This course is at once macro and micro in its orientation. It provides a conceptual basis—derived from mainstream and alternative perspectives—for thinking about the economic dimensions of human development and social policy, and it introduces a set of core competencies for leadership and financial management of organizations, including conventional enterprises, consulting firms, research institutions, governmental agencies, philanthropies, cooperatives, and other third-sector organizations.

1 CU

Fall 2019

October 21st to December 13th

Synchronous session times: Wednesdays, time TBD

This interdisciplinary course is taught in the fall semester. Social entrepreneurs are individuals with innovative vision seeking to accomplish important public purposes through the creative and aggressive mobilization of people and resources. Using academic theory and research on social entrepreneurship as a framework, student innovators learn to design, develop, and lead social change organizations of their own invention. Students turn their passion for changing the world into concrete plans for launching a venture. Over the course of the semester, we will cover a broad array of topics associated with social innovation and entrepreneurship, including defining the problem/opportunity, refining the mission/vision, developing market research and industry analysis, defining a financial and operating structure, assessing results and progress, and scaling an enterprise. This course is neutral on sector. Graduate students in any of Penn’s graduate and professional schools who want to create social value through either nonprofit or for-profit ventures are invited to take the class and develop their ideas. The class will expose students to the process of getting an organization – regardless of sector – off the ground and running.

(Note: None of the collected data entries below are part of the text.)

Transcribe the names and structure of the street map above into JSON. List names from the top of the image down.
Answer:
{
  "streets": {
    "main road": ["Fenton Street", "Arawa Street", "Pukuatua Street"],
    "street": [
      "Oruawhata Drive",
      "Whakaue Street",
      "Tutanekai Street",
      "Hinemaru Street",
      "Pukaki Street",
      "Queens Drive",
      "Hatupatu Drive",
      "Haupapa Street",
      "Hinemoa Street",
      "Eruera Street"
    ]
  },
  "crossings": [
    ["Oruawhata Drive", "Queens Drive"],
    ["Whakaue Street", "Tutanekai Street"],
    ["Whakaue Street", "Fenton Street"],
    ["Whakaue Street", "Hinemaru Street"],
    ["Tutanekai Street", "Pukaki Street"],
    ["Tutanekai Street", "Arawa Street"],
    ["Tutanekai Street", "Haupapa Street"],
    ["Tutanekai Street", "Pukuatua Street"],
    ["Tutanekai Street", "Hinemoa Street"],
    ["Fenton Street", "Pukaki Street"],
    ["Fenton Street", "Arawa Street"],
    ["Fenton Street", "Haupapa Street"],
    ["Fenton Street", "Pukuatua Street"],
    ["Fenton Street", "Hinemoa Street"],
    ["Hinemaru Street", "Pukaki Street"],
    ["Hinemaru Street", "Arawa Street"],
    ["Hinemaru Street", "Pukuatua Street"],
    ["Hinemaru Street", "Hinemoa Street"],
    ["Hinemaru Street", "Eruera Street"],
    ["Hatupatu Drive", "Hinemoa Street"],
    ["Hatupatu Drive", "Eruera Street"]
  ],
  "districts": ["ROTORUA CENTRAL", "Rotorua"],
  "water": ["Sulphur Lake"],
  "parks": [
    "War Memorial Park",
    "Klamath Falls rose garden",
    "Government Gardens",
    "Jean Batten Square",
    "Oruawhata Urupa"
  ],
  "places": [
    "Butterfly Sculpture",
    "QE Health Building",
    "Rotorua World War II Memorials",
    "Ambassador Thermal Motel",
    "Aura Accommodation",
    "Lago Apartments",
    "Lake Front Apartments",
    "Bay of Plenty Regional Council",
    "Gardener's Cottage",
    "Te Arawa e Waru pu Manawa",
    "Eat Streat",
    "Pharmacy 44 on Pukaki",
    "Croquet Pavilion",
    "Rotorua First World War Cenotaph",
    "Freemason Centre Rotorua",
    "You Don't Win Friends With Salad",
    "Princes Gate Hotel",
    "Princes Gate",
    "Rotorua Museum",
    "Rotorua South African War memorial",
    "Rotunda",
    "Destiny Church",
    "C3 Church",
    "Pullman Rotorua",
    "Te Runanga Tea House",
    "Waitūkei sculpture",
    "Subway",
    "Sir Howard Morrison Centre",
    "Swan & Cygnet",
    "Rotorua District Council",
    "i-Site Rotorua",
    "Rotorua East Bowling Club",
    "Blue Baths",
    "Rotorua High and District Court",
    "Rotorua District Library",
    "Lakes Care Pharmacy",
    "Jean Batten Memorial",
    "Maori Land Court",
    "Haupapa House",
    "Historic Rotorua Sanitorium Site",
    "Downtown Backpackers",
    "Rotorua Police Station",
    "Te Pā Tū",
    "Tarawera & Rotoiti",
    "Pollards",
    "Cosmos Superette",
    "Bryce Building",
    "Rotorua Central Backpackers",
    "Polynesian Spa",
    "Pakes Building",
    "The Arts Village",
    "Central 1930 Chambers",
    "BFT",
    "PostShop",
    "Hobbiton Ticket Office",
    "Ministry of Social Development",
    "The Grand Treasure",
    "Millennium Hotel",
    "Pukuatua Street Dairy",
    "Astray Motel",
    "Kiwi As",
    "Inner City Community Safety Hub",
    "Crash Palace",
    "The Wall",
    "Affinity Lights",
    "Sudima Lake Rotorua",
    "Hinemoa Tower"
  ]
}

While this is a class on innovation and entrepreneurship, students do not need to be committed to starting a venture upon graduation. The skills and tools contained in the course have wide applicability in the workplace. Being able to develop a coherent venture plan is great training for anyone who wants to work in government, philanthropy, or the business sector funding or managing existing organizations. The course attempts to convey a picture of what a well-considered and well-executed venture plan looks like with the goal of developing in students an appreciation for clear thinking in the pursuit of the creation of public value.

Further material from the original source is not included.